- [WHAT YOU HAVE TO DO]:
Each entry needs to be reproduced exactly, with none left out.

- [INFORMATION SUPPLIED]:
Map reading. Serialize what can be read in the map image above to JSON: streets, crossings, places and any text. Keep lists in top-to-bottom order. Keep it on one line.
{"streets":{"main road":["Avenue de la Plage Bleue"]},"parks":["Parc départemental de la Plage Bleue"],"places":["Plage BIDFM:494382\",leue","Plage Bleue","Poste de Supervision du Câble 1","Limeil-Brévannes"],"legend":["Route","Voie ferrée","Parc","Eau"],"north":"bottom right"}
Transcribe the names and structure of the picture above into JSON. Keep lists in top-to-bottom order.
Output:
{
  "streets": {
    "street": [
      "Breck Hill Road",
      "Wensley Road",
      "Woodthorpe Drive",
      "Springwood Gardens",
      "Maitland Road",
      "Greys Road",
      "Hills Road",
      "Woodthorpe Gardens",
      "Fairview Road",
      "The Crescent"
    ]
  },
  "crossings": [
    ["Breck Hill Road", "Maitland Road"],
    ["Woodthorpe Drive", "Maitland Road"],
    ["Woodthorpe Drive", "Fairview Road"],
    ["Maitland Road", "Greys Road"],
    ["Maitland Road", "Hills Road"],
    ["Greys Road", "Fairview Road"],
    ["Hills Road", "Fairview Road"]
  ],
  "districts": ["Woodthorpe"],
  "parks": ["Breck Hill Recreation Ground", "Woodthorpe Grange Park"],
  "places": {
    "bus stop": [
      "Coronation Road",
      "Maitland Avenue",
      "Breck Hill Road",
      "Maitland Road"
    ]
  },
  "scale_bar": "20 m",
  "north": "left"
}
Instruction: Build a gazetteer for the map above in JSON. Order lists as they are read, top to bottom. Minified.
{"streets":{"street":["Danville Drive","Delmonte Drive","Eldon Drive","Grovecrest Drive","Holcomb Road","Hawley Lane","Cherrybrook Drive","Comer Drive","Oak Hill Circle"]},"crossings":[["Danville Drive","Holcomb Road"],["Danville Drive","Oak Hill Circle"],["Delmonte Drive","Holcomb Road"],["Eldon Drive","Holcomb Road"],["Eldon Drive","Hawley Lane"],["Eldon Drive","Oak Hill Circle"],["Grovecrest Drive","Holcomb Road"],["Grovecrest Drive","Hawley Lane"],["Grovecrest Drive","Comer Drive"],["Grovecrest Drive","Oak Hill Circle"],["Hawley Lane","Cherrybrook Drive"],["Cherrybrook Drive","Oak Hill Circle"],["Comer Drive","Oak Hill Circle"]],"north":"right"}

- [WORKED SOLUTION]:
Map reading. Serialize what can be read in the map image above to JSON: streets, crossings, places and any text. Keep lists in top-to-bottom order. Keep it on one line.
{"streets":{"main road":["Avenue de la Plage Bleue"]},"parks":["Parc départemental de la Plage Bleue"],"places":["Plage BIDFM:494382\",leue","Plage Bleue","Poste de Supervision du Câble 1","Limeil-Brévannes"],"legend":["Route","Voie ferrée","Parc","Eau"],"north":"bottom right"}
Transcribe the names and structure of the picture above into JSON. Keep lists in top-to-bottom order.
Output:
{
  "streets": {
    "street": [
      "Breck Hill Road",
      "Wensley Road",
      "Woodthorpe Drive",
      "Springwood Gardens",
      "Maitland Road",
      "Greys Road",
      "Hills Road",
      "Woodthorpe Gardens",
      "Fairview Road",
      "The Crescent"
    ]
  },
  "crossings": [
    ["Breck Hill Road", "Maitland Road"],
    ["Woodthorpe Drive", "Maitland Road"],
    ["Woodthorpe Drive", "Fairview Road"],
    ["Maitland Road", "Greys Road"],
    ["Maitland Road", "Hills Road"],
    ["Greys Road", "Fairview Road"],
    ["Hills Road", "Fairview Road"]
  ],
  "districts": ["Woodthorpe"],
  "parks": ["Breck Hill Recreation Ground", "Woodthorpe Grange Park"],
  "places": {
    "bus stop": [
      "Coronation Road",
      "Maitland Avenue",
      "Breck Hill Road",
      "Maitland Road"
    ]
  },
  "scale_bar": "20 m",
  "north": "left"
}
Instruction: Build a gazetteer for the map above in JSON. Order lists as they are read, top to bottom. Minified.
{"streets":{"street":["Danville Drive","Delmonte Drive","Eldon Drive","Grovecrest Drive","Holcomb Road","Hawley Lane","Cherrybrook Drive","Comer Drive","Oak Hill Circle"]},"crossings":[["Danville Drive","Holcomb Road"],["Danville Drive","Oak Hill Circle"],["Delmonte Drive","Holcomb Road"],["Eldon Drive","Holcomb Road"],["Eldon Drive","Hawley Lane"],["Eldon Drive","Oak Hill Circle"],["Grovecrest Drive","Holcomb Road"],["Grovecrest Drive","Hawley Lane"],["Grovecrest Drive","Comer Drive"],["Grovecrest Drive","Oak Hill Circle"],["Hawley Lane","Cherrybrook Drive"],["Cherrybrook Drive","Oak Hill Circle"],["Comer Drive","Oak Hill Circle"]],"north":"right"}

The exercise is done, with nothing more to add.